Saved data entries
[Start of Attachment]

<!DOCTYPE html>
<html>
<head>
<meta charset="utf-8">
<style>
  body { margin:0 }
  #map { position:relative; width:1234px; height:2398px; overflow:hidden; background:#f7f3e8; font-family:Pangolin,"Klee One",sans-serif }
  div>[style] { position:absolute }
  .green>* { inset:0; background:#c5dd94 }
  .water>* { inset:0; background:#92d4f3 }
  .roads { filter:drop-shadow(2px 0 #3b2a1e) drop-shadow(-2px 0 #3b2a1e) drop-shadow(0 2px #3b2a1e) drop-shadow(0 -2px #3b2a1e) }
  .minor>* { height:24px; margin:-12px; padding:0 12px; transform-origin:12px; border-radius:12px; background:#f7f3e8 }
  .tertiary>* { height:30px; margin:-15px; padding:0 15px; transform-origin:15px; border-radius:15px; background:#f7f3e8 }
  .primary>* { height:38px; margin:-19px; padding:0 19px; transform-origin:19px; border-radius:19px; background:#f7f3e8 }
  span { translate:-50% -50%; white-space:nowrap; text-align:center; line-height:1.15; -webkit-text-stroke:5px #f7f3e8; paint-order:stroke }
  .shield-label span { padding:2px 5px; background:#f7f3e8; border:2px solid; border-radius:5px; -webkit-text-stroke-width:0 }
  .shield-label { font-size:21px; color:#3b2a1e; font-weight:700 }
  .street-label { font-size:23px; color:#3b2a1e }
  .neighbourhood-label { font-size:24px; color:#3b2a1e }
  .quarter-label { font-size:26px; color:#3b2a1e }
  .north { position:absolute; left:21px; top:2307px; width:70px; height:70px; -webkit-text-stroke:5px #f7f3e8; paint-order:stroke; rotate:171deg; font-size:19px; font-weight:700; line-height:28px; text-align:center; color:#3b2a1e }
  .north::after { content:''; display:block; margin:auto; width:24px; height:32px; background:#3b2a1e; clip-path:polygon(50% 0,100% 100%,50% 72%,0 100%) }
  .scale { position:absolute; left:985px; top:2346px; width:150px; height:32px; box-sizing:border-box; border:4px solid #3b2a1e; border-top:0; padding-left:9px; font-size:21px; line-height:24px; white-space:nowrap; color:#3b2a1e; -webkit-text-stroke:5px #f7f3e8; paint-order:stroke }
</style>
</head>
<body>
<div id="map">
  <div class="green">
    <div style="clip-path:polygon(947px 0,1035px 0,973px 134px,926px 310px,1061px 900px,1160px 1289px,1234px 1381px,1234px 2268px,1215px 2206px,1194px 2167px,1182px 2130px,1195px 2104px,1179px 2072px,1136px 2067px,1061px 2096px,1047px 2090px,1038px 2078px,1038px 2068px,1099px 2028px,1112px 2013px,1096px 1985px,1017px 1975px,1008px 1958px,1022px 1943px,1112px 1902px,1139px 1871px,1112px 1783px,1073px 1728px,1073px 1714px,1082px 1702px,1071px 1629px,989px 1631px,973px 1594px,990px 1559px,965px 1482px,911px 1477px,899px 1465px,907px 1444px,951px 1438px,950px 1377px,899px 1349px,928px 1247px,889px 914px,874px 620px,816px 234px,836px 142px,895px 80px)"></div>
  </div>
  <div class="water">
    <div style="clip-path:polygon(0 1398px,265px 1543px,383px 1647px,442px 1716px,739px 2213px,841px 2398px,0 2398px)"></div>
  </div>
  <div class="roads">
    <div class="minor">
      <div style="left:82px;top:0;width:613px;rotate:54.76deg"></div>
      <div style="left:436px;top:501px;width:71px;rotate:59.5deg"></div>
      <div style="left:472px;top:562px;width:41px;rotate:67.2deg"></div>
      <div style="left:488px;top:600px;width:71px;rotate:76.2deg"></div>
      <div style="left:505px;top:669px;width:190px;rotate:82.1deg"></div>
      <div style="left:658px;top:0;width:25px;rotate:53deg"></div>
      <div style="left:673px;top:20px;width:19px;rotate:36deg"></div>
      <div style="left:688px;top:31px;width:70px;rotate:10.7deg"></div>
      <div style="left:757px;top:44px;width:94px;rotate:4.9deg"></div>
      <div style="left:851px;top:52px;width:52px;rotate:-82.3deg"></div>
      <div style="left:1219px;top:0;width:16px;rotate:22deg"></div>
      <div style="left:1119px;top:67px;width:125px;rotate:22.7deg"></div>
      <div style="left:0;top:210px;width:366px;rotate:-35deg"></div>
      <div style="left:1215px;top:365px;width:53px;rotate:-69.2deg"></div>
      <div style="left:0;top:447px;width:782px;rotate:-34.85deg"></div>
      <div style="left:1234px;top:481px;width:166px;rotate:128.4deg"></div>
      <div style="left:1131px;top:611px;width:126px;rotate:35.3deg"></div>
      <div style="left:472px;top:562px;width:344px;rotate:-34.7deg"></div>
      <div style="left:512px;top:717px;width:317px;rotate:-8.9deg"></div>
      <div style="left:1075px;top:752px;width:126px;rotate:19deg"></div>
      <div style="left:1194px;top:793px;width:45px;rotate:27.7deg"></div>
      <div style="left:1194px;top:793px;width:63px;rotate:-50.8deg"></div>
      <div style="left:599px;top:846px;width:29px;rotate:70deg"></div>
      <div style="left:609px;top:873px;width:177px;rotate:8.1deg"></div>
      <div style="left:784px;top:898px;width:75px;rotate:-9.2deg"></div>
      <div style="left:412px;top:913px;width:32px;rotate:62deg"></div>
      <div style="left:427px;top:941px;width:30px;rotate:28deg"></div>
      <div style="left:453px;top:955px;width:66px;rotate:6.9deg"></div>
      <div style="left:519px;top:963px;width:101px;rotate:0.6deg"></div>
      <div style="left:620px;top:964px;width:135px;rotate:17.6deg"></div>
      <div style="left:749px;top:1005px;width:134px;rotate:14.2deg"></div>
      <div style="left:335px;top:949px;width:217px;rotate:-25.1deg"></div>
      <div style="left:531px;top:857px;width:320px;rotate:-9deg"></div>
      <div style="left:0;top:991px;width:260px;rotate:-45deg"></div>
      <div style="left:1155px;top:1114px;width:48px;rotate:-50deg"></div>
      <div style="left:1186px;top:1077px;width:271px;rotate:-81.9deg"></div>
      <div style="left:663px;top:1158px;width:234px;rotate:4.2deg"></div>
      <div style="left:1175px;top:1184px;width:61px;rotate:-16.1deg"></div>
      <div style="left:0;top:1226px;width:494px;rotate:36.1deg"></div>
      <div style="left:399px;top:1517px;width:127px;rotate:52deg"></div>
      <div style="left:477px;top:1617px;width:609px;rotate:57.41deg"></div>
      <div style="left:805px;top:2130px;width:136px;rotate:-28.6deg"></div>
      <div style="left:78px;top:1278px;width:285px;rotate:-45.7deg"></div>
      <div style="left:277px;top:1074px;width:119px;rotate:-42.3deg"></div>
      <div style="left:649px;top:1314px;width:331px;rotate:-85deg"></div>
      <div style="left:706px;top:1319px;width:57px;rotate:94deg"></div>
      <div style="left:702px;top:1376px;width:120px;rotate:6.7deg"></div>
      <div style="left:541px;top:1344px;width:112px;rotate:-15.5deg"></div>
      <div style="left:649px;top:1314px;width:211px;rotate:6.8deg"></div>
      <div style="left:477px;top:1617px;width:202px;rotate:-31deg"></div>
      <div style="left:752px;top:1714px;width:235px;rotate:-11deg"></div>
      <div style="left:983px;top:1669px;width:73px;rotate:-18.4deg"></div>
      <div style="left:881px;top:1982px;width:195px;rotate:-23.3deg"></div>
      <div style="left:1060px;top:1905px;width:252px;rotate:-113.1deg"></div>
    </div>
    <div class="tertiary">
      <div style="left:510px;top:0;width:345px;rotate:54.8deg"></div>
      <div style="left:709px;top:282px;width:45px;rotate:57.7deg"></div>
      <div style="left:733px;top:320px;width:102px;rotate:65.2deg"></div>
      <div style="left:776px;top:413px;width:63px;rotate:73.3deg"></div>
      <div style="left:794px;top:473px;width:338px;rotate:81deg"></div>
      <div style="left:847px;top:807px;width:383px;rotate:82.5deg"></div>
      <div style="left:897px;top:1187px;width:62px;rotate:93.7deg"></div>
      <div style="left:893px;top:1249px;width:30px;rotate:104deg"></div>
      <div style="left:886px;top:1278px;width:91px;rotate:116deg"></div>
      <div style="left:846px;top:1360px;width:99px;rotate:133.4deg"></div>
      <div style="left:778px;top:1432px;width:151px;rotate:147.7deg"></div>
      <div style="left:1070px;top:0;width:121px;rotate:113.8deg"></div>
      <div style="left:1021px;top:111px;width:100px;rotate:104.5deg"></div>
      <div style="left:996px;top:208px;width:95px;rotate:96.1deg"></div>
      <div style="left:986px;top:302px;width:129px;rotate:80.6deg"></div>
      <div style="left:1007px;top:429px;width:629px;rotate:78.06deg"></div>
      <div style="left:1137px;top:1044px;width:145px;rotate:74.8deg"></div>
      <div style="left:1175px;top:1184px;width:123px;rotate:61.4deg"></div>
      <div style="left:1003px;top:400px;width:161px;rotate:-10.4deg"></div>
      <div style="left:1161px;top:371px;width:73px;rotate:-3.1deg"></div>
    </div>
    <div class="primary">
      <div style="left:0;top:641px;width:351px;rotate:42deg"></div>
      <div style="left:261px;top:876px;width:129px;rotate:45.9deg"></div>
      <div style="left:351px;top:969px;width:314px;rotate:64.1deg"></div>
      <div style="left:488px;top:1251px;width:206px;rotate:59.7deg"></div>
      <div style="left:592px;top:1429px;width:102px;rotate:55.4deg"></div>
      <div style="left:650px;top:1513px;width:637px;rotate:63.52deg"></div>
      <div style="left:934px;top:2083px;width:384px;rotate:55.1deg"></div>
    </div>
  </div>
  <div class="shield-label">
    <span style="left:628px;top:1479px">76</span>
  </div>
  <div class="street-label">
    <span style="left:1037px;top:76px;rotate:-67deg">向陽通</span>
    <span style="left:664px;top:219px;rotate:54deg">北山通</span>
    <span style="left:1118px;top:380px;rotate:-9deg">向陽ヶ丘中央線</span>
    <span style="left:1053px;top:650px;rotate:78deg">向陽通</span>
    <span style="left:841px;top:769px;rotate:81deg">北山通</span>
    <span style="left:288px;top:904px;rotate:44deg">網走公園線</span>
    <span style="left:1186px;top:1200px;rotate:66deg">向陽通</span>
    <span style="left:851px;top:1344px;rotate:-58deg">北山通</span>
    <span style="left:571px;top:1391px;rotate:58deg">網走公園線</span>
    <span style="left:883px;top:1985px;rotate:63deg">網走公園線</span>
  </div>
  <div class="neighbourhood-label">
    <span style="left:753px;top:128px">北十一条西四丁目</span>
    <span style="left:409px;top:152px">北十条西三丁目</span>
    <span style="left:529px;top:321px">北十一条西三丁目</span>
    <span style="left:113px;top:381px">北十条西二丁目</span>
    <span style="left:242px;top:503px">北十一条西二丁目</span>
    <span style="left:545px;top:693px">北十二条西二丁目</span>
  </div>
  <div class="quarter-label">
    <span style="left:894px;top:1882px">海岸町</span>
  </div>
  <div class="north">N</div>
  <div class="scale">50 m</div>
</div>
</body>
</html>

[End of Attachment]

When the line with "filter:drop-shadow(2px 0 #3b2a1e)" is reached in the data above, start copying there, and copy each line exactly until the line with "font-size:21px; color:#3b2a1e; font-weight:700" has been copied; copy nothing else.

  .roads { filter:drop-shadow(2px 0 #3b2a1e) drop-shadow(-2px 0 #3b2a1e) drop-shadow(0 2px #3b2a1e) drop-shadow(0 -2px #3b2a1e) }
  .minor>* { height:24px; margin:-12px; padding:0 12px; transform-origin:12px; border-radius:12px; background:#f7f3e8 }
  .tertiary>* { height:30px; margin:-15px; padding:0 15px; transform-origin:15px; border-radius:15px; background:#f7f3e8 }
  .primary>* { height:38px; margin:-19px; padding:0 19px; transform-origin:19px; border-radius:19px; background:#f7f3e8 }
  span { translate:-50% -50%; white-space:nowrap; text-align:center; line-height:1.15; -webkit-text-stroke:5px #f7f3e8; paint-order:stroke }
  .shield-label span { padding:2px 5px; background:#f7f3e8; border:2px solid; border-radius:5px; -webkit-text-stroke-width:0 }
  .shield-label { font-size:21px; color:#3b2a1e; font-weight:700 }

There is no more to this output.